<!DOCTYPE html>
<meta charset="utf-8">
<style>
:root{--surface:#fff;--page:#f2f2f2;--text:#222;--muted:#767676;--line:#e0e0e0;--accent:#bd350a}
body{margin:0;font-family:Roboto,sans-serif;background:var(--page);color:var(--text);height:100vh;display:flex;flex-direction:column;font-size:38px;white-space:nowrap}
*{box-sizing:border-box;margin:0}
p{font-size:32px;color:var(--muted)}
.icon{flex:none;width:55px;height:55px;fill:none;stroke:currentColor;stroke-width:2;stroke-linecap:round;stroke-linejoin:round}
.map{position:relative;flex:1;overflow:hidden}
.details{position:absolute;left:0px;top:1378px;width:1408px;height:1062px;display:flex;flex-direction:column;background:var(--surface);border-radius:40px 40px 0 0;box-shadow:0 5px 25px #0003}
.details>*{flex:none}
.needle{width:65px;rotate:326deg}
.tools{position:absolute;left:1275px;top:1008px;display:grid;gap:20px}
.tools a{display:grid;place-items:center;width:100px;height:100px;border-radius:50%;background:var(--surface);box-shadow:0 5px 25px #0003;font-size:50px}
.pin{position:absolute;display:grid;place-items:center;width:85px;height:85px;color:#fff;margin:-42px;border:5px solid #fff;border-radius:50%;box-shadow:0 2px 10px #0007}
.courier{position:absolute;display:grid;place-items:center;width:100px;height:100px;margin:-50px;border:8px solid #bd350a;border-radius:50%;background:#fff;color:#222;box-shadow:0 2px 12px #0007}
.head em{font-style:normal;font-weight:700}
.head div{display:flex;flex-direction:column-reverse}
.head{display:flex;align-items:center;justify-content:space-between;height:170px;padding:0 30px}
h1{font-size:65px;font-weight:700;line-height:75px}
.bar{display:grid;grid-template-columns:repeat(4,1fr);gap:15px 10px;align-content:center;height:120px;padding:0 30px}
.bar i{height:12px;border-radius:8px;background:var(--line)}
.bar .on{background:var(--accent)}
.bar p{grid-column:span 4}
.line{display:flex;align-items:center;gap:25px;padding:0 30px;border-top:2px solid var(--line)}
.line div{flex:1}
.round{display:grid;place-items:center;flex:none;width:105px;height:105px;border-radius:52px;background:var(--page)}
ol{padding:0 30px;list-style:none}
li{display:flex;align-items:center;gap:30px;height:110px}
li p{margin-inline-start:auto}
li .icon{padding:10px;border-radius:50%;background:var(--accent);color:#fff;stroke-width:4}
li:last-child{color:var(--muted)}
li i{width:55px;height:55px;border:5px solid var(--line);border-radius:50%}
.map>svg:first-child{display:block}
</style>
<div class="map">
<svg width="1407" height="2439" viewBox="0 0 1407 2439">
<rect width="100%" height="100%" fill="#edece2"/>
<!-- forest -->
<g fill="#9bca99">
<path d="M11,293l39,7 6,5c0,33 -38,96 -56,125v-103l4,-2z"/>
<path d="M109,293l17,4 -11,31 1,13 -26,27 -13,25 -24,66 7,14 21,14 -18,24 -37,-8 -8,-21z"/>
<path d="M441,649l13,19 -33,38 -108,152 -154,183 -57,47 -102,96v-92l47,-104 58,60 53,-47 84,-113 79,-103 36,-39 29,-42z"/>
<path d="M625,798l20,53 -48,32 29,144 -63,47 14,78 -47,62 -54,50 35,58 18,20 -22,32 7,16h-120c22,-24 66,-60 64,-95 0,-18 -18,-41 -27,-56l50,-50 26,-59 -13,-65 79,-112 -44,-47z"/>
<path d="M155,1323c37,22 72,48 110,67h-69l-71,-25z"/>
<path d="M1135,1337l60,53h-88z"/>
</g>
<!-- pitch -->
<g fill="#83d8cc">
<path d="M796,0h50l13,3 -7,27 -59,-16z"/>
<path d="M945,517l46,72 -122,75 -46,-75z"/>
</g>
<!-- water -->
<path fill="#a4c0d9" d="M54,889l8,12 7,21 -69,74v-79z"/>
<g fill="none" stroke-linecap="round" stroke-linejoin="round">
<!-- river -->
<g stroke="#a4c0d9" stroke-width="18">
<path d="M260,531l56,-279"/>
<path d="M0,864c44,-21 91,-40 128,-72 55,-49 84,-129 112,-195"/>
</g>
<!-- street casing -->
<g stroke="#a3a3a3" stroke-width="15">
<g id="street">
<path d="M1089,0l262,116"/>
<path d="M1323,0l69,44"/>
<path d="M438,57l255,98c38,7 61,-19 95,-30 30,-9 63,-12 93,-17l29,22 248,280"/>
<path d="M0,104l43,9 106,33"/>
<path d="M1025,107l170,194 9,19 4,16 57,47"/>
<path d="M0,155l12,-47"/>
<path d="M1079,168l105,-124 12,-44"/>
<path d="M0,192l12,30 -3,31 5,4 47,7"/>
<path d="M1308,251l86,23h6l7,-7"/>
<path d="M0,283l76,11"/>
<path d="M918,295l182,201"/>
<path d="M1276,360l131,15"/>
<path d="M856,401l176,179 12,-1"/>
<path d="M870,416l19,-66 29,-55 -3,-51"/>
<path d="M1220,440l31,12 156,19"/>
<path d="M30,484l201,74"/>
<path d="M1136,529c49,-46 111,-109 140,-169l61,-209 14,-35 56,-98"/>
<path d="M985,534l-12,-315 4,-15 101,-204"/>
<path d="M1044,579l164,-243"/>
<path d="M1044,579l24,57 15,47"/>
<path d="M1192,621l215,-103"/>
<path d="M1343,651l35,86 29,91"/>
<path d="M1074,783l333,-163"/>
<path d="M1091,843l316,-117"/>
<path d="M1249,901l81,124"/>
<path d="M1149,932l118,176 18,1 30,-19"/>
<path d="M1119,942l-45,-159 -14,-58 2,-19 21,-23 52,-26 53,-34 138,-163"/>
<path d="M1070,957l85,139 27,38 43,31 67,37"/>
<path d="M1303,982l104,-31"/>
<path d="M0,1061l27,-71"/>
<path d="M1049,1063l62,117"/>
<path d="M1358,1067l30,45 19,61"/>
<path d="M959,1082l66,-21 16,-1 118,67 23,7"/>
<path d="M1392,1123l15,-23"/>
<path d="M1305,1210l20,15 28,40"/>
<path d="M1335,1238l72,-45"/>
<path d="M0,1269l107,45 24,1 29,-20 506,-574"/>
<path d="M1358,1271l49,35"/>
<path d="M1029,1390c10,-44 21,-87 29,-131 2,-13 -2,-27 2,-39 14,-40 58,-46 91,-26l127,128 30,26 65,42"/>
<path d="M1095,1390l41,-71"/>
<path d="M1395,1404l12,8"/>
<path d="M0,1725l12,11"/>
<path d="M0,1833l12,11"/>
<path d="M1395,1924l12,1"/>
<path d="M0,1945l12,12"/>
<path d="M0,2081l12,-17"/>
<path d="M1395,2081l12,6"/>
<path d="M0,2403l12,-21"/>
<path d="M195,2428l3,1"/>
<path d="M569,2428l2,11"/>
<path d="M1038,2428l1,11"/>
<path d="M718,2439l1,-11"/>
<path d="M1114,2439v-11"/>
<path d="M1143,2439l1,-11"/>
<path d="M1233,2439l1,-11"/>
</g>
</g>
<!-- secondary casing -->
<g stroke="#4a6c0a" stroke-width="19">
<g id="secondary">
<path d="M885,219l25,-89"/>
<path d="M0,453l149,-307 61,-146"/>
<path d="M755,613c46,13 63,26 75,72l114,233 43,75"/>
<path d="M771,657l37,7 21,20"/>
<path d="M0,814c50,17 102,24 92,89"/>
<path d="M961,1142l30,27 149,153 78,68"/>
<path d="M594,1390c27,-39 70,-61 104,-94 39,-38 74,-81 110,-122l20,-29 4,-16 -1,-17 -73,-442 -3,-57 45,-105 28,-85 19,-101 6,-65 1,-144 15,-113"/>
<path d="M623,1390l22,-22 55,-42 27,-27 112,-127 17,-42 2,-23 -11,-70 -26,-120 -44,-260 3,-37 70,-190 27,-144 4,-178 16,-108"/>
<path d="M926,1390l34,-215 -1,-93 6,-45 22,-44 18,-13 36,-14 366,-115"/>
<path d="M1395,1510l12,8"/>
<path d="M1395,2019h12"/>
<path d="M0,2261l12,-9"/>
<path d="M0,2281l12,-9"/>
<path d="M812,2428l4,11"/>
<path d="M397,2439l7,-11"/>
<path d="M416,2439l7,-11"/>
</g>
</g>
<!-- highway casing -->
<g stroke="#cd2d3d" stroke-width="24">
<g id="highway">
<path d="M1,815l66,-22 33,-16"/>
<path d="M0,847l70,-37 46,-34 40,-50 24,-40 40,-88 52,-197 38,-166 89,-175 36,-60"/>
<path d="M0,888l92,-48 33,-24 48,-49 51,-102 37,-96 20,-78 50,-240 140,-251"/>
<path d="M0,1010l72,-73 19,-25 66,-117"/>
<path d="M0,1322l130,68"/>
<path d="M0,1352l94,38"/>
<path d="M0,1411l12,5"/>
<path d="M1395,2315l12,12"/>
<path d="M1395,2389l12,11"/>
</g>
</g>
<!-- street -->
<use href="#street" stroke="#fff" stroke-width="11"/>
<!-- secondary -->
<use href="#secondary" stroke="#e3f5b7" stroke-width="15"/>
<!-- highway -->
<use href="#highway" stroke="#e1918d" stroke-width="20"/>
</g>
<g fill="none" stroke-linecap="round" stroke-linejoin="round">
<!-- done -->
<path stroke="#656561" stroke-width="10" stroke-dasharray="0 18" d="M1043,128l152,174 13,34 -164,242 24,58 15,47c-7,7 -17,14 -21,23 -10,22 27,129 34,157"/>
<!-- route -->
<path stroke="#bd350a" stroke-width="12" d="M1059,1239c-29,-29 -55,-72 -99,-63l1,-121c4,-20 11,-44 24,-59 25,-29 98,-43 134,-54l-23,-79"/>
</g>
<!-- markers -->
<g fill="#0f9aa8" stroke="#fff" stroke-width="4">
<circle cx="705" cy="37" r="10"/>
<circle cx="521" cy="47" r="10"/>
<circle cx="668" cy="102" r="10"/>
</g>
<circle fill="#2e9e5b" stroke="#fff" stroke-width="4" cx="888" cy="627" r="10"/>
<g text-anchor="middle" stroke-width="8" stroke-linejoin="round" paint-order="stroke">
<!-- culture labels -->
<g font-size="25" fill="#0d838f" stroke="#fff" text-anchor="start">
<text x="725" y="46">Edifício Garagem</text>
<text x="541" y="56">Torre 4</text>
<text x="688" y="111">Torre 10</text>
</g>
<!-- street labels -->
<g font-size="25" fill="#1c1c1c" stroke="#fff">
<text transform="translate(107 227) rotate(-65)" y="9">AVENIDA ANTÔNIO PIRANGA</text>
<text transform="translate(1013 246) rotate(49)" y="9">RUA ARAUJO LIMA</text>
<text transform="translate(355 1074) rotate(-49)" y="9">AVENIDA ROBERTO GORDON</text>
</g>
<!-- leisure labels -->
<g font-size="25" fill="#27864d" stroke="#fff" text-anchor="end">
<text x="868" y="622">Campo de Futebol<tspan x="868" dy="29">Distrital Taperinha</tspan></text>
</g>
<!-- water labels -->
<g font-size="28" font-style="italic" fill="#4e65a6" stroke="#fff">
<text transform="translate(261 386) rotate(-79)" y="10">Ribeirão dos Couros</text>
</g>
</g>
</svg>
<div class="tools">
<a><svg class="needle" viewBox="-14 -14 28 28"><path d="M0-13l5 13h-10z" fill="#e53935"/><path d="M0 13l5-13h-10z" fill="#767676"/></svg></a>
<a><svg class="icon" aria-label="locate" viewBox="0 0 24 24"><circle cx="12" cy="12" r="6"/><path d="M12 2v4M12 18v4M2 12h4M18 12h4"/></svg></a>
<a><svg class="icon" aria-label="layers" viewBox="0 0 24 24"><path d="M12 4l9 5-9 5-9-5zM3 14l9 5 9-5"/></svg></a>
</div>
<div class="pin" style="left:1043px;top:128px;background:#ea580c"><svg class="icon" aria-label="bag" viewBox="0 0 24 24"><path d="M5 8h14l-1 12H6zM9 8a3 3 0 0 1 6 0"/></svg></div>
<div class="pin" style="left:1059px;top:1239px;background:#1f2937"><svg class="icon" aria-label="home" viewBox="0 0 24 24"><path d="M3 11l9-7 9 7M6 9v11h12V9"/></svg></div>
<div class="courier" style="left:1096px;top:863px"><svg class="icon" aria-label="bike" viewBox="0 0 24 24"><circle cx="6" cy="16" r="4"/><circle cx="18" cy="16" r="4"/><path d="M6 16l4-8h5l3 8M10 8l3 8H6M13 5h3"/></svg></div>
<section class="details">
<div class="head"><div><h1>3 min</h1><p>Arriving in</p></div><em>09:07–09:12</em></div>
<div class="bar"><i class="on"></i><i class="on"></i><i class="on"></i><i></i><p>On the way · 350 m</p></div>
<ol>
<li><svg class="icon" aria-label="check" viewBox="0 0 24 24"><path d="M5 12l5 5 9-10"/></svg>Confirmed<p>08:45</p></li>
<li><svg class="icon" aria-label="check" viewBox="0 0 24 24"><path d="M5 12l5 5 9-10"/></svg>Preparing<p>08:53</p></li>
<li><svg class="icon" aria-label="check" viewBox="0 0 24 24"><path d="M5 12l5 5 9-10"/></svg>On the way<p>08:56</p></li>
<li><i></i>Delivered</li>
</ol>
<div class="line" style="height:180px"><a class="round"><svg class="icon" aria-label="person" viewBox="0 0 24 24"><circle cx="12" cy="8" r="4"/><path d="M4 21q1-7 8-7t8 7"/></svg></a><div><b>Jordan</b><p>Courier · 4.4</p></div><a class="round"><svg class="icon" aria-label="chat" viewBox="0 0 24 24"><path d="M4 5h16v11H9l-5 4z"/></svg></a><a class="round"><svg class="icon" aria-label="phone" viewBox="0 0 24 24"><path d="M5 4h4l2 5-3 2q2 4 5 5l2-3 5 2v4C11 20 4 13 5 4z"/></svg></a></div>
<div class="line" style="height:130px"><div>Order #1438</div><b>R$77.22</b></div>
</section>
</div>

────────────────

**WORK INSTRUCTIONS:** Look over the records. Copy the lines that include the word "space".

**ANSWER TO THIS EXERCISE:**
body{margin:0;font-family:Roboto,sans-serif;background:var(--page);color:var(--text);height:100vh;display:flex;flex-direction:column;font-size:38px;white-space:nowrap}
.head{display:flex;align-items:center;justify-content:space-between;height:170px;padding:0 30px}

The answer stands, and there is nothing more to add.